La perte des grands archétypes féminins…




Pour Sharon Blackie, beaucoup de mythes et contes étaient centrés, par exemple, sur le personnage de la grand-mère puissante, la Baba Yaga ou la Bonne Mère, de la Selkie… En se focalisant sur le héros, on a mis de côté bien des archétypes puissants qui pouvaient nous aider à mieux vivre, et ce quel que soit notre genre…

”Les femmes doivent absolument se lancer dans le Voyage, bien que ce ne soit pas le

même que celui entrepris par le Héros. Notre périple est différent: nos histoires nous appartiennent. Il est plus que temps de raconter nos histoires et d’ébaucher nos voyages par nous-mêmes. Nous n’avons pas besoin qu’un héros nous définisse”.6


Quant aux étapes du Voyage décrites par les adeptes du monomythe du héros, elles

se font panneaux de signalisation d’un voyage en ligne droite, avec un but, un lieu à

atteindre. Et s’il n’y en avait pas? Si nous partions plutôt en pèlerinage, sans carte et

sans chemin préétabli, avec pour seule feuille de route le chemin que nous traçons

chaque jour et ce que nous en faisons?


  • LE VOYAGE DU HEROS EST CENTRÉ SUR L’HUMAIN


Peut-être plus encore que l’aspect féminin, ce qui m’a permis de comprendre en quoi

je n’étais pas convaincue par le Voyage du héros pour toutes les histoires et toutes

les situations, c’est cette notion d’INDIVIDUALiSATION chère à Joseph Campbell.

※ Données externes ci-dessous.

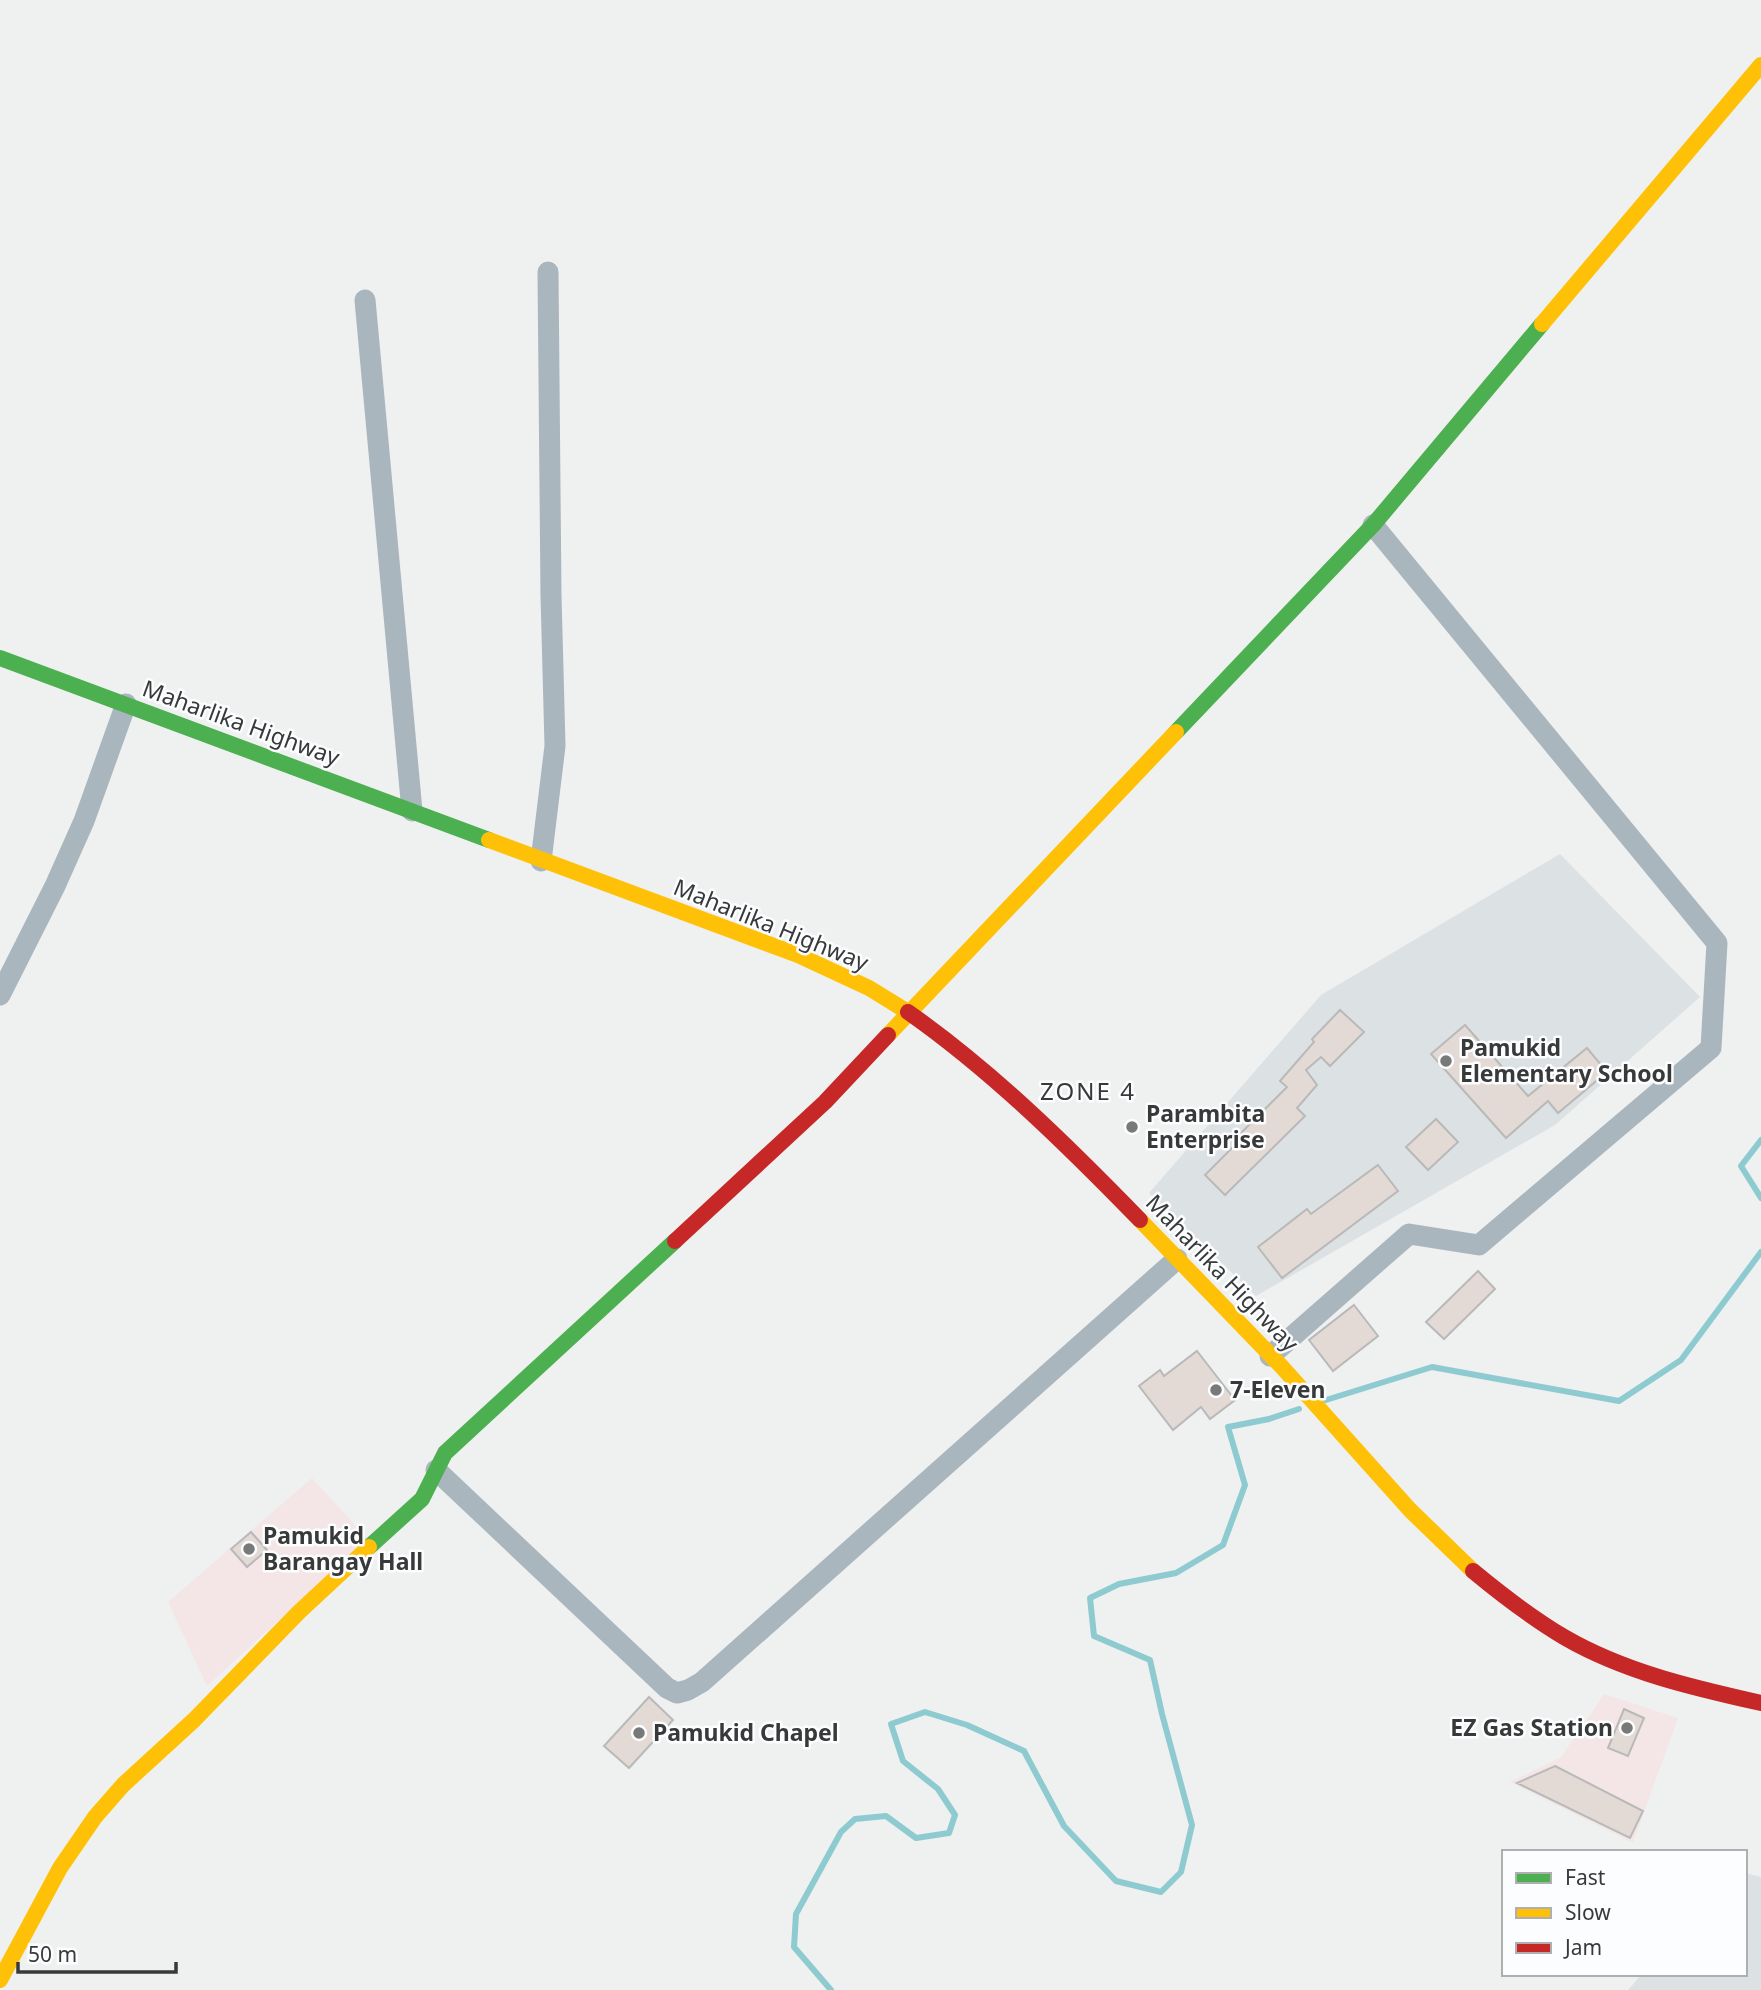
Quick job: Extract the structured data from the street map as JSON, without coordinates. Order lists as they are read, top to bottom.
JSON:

Comme l'écrit Bryan Attebery:

"Quand on analyse des histoires à l'aide du monomythe, cela marche à tout les coups, car il simplifie chaque histoire jusqu'à ce qu'il n'en reste que le monomythe, laissant de côté les mythes qui ne racontent pas le voyage d'un héros, et ignorant les symboles et valeurs culturelles spécifiques, qui montrent l'unicité de chaque tradition."7

Joseph Campbell s’est penché sur un nombre de mythes important, venant de civilisations

très différentes. Il leur a appliqué une forme unique (“une forme, pas une formule”, dirait

Christopher Vogler). Et pourtant… Certaines de ces sociétés n’étaient pas focalisées comme

nous sur l’humain. Elles ne faisaient pas de distinction entre les hommes et le Vivant. Et les

quêtes et histoires n’étaient pas nécessairement tissées autour d’une aventure d’un héros.

Quand j’ai lu ça, j’en ai fait des bonds de joie.


Aussi intéressant que soit le Voyage du héros, aussi puissant soit-il pour écrire certaines histoires, dans certains cas, il ne convient pas.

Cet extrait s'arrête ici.